» Task input:
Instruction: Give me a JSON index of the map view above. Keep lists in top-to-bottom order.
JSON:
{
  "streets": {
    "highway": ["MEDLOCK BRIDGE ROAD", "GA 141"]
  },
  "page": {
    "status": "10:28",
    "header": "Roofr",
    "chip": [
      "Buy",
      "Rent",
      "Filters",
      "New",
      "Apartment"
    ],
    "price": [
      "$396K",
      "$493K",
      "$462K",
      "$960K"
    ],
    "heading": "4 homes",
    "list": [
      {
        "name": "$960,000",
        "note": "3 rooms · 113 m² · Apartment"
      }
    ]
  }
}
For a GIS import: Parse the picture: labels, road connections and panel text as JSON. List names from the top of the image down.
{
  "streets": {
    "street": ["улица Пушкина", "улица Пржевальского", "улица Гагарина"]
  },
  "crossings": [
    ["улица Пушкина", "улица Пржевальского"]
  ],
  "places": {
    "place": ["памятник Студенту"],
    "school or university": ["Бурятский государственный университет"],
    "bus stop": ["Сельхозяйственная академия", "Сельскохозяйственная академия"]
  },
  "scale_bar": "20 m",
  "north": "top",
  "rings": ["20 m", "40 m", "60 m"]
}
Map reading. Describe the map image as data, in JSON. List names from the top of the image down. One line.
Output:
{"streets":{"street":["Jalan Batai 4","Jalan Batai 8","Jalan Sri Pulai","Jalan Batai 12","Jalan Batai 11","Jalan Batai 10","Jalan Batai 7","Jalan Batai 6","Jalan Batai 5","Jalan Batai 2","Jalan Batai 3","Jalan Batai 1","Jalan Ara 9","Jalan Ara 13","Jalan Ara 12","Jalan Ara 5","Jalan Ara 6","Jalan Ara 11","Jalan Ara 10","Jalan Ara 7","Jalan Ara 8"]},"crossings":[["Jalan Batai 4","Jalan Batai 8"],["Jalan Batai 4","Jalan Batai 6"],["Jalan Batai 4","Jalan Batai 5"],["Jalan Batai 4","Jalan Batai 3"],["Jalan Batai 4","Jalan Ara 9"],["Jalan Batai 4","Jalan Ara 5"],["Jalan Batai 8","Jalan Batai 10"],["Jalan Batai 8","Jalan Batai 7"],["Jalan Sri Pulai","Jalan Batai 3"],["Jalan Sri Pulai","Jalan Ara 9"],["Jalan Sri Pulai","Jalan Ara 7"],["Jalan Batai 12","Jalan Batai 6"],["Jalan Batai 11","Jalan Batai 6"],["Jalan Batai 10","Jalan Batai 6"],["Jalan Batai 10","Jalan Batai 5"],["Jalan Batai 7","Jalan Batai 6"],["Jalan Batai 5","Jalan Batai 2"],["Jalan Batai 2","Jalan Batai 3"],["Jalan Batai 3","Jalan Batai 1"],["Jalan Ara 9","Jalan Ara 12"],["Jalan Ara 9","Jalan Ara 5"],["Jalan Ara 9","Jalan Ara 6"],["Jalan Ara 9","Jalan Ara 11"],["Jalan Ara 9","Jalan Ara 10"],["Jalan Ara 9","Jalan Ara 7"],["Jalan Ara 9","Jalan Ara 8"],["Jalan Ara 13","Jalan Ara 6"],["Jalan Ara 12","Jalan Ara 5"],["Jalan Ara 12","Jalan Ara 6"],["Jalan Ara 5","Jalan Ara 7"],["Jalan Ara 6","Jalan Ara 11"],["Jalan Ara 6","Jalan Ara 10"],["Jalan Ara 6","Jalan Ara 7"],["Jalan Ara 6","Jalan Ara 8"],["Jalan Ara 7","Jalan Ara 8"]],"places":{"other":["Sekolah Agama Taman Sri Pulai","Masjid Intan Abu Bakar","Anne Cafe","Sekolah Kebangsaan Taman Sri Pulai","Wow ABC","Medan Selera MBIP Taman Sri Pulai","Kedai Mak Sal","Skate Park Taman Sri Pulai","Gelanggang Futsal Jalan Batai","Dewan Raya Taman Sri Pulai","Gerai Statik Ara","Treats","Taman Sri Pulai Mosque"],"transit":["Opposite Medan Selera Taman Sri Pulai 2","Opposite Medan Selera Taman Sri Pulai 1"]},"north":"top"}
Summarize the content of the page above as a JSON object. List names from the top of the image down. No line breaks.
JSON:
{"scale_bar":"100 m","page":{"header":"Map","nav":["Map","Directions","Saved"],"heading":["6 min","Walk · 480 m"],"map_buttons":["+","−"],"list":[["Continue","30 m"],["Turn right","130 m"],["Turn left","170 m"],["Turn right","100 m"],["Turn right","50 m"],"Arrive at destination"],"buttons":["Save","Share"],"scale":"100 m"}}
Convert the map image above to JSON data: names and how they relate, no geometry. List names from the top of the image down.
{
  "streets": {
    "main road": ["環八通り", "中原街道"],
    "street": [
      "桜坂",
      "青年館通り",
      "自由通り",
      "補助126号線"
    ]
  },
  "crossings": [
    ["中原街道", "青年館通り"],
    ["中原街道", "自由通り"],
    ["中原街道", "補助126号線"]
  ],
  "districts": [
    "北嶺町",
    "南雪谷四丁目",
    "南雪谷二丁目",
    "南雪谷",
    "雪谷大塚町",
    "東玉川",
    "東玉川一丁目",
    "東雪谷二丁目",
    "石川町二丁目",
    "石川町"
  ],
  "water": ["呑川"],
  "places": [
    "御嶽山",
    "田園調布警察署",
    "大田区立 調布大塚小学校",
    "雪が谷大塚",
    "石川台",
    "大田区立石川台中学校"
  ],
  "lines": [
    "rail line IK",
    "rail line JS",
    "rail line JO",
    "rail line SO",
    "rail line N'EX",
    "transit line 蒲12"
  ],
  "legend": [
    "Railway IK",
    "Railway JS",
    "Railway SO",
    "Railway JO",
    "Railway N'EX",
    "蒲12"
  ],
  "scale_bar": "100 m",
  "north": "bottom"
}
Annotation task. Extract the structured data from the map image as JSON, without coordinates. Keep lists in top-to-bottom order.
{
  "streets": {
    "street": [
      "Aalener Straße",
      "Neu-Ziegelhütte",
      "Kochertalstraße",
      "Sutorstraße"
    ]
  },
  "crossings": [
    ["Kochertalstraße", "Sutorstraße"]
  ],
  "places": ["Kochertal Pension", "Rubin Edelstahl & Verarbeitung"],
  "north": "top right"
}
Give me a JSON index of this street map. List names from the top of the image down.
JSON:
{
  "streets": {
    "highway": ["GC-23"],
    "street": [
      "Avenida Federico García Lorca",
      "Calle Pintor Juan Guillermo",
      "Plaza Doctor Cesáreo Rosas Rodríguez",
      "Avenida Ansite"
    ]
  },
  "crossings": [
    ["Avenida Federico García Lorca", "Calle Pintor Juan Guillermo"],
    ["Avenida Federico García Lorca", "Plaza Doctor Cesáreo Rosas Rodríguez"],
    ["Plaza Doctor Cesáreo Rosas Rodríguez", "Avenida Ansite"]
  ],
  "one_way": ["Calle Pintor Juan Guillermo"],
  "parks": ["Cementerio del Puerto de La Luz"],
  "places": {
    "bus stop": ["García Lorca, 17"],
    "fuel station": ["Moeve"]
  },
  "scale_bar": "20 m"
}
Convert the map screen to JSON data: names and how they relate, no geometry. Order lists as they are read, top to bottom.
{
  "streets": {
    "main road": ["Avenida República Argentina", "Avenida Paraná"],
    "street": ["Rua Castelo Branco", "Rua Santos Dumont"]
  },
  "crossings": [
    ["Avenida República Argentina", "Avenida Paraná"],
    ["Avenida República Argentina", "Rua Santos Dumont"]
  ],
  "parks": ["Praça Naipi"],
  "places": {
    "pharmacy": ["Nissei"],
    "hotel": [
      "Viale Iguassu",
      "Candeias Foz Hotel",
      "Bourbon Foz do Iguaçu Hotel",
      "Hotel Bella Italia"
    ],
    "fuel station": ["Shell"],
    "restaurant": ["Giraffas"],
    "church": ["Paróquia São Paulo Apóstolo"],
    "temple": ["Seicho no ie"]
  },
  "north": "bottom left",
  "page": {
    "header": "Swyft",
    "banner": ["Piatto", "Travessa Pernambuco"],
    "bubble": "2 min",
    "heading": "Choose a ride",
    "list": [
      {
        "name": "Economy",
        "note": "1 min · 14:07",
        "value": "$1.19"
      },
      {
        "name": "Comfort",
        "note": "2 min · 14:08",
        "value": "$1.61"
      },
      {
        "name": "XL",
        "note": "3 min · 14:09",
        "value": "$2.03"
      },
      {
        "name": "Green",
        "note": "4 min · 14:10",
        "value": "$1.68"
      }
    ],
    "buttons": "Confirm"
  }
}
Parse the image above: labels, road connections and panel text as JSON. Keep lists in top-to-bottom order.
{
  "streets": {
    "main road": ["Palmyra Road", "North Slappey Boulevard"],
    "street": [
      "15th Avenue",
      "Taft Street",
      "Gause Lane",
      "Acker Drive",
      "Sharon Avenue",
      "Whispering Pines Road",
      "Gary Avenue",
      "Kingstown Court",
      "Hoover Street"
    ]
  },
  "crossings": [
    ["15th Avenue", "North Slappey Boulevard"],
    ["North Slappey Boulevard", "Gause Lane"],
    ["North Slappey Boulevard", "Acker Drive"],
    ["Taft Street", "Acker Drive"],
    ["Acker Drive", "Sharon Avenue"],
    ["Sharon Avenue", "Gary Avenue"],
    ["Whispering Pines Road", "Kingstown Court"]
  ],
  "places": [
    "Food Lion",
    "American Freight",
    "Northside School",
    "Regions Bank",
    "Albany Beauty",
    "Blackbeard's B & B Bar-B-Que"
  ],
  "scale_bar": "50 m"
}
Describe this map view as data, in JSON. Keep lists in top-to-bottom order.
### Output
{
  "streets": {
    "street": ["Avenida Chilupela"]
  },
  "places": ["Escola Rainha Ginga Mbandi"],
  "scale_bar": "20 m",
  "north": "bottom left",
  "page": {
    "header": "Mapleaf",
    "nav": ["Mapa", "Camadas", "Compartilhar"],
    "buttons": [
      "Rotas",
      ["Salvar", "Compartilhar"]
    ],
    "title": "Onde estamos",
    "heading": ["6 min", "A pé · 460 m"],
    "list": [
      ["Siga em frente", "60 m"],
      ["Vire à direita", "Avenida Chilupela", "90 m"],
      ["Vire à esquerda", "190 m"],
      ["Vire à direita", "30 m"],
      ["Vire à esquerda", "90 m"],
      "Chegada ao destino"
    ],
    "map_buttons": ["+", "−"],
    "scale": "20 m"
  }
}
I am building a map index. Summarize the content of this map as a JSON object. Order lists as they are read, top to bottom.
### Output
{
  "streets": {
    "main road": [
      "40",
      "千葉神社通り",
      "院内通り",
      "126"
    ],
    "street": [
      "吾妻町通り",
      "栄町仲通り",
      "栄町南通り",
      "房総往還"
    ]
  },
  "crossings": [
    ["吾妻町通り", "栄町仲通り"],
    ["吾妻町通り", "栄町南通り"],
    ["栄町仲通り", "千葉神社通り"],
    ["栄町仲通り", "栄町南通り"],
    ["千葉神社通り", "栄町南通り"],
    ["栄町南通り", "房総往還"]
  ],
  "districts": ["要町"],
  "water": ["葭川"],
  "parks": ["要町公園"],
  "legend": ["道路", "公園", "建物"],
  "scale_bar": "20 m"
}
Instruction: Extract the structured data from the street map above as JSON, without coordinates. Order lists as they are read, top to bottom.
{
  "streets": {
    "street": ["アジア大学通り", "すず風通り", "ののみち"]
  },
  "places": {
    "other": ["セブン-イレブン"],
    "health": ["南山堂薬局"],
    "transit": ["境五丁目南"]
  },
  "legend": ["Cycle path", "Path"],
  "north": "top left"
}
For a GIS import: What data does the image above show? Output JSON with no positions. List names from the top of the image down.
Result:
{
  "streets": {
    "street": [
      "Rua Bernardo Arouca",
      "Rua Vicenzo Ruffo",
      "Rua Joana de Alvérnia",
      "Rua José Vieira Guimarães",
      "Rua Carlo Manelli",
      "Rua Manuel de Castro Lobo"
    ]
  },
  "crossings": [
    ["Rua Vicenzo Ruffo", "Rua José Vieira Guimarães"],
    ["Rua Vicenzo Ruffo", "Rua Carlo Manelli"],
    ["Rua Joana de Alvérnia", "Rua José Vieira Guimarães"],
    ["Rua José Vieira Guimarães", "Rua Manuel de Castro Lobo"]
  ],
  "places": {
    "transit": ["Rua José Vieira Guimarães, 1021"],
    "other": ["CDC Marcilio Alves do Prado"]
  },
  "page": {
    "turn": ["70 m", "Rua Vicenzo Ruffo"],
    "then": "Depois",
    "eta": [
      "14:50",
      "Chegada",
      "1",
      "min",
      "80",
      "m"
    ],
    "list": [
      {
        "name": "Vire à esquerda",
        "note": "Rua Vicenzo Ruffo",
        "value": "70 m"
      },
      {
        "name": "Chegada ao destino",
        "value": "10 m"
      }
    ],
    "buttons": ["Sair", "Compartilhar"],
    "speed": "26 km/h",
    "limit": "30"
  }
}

» What you are asked to do:
Using the entries above, quote each line verbatim from the first through the line that contains "Map reading. Describe".

» Your response:
Instruction: Give me a JSON index of the map view above. Keep lists in top-to-bottom order.
JSON:
{
  "streets": {
    "highway": ["MEDLOCK BRIDGE ROAD", "GA 141"]
  },
  "page": {
    "status": "10:28",
    "header": "Roofr",
    "chip": [
      "Buy",
      "Rent",
      "Filters",
      "New",
      "Apartment"
    ],
    "price": [
      "$396K",
      "$493K",
      "$462K",
      "$960K"
    ],
    "heading": "4 homes",
    "list": [
      {
        "name": "$960,000",
        "note": "3 rooms · 113 m² · Apartment"
      }
    ]
  }
}
For a GIS import: Parse the picture: labels, road connections and panel text as JSON. List names from the top of the image down.
{
  "streets": {
    "street": ["улица Пушкина", "улица Пржевальского", "улица Гагарина"]
  },
  "crossings": [
    ["улица Пушкина", "улица Пржевальского"]
  ],
  "places": {
    "place": ["памятник Студенту"],
    "school or university": ["Бурятский государственный университет"],
    "bus stop": ["Сельхозяйственная академия", "Сельскохозяйственная академия"]
  },
  "scale_bar": "20 m",
  "north": "top",
  "rings": ["20 m", "40 m", "60 m"]
}
Map reading. Describe the map image as data, in JSON. List names from the top of the image down. One line.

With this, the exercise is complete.